Nevertheless, when I asked a farmer about growing other crops, he said, “I tried oats once, but the yield wasn’t as good as corn and it didn’t pay as much per bushel, so why would I do that again?”
Logically (sort of), every farmer in Iowa behaves as an individual, believing that the way to beat low prices is to “compensate on volume.” Farmers put their farms and their lives on the line by plunging deep into debt for a century — advised by the government to focus on commodities and squeezed by declining prices and “free trade” in a global market, all while trying to maintain a family business that’s existed for generations. The more they produce, the more “inputs” — chemicals, seeds, equipment — they must buy.

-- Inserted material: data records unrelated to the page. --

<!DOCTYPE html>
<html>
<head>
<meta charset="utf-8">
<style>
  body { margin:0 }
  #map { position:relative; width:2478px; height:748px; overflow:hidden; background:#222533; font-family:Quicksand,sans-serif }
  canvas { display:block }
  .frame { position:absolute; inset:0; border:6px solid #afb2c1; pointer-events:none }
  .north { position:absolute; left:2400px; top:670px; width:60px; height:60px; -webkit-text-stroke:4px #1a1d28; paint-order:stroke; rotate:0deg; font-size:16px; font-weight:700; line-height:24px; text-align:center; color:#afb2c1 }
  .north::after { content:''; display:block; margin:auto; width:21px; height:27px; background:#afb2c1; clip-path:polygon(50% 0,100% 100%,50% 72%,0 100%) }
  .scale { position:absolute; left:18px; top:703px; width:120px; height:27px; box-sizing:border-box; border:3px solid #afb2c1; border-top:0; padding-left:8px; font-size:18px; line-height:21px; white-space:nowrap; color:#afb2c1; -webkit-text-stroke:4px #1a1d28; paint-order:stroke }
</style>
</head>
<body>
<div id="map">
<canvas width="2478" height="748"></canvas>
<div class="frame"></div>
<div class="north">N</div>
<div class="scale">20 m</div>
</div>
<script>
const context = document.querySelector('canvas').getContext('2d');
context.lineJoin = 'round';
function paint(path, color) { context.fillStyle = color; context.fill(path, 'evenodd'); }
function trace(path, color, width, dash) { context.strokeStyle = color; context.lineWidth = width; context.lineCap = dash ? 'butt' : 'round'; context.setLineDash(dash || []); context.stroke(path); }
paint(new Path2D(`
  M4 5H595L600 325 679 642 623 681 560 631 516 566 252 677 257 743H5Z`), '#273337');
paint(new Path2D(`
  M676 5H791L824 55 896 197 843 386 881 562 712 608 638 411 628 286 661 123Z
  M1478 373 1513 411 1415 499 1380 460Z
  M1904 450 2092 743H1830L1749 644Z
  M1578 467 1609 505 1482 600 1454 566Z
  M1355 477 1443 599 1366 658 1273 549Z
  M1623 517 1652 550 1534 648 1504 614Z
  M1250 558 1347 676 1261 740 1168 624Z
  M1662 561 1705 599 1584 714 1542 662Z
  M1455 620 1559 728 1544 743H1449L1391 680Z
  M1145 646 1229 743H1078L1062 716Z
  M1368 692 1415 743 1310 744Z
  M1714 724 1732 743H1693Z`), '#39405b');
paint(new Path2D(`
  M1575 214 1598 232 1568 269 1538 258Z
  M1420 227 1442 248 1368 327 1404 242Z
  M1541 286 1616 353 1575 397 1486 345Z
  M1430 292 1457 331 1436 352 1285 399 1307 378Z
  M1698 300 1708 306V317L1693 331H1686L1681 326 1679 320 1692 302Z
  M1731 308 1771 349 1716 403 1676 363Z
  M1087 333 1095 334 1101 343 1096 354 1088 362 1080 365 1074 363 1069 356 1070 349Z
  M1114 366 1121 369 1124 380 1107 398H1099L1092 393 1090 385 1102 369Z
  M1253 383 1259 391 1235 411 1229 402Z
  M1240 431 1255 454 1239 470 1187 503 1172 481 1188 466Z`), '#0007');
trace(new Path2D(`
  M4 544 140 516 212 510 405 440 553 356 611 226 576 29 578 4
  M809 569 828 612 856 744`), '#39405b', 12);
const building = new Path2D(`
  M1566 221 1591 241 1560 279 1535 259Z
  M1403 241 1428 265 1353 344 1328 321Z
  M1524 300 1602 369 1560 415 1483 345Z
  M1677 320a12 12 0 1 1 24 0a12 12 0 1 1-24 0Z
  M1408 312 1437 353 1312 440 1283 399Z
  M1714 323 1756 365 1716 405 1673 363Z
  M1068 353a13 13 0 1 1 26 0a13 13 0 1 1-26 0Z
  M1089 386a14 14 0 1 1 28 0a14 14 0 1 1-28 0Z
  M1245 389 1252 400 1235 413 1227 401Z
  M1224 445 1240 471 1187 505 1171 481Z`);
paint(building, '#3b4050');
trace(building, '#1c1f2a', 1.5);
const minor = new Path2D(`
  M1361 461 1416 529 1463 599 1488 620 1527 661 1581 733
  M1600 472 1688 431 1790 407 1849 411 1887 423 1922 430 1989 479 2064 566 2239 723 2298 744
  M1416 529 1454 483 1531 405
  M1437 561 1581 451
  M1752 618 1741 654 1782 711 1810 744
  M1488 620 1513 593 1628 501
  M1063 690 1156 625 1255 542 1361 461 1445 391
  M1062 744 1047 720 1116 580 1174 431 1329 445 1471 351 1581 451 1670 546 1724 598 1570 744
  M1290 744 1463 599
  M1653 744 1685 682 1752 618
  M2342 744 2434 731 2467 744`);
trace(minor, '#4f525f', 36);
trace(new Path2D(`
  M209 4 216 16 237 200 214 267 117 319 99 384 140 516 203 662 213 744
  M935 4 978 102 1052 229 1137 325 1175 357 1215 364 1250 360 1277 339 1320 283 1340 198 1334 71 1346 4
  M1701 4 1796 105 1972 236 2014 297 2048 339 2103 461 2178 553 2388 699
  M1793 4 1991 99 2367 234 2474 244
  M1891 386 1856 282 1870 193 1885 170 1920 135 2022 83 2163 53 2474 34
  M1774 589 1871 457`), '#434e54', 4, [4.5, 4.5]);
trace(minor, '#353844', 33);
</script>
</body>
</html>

The more they produce, the lower prices go, and everyone in the system benefits except the farmer, who goes along with it, believing there is no other choice.
Blaming farmers is misdirected, akin to blaming the worker in an arms factory: Farming is hard, and harmful farming has been the way to make money in Iowa for a long time. I felt this despair as a visitor, so I can only imagine being a young person in Iowa, born into a dying, poisoned, exploitative setting, with few ways out. The highly romanticized past has fallen apart, as it did in coal country and the Rust Belt, and anywhere else where extraction has reached its limits. (Industrial farming, like mining, is extraction: The removal of something precious from the earth.) This despair is literally killing people.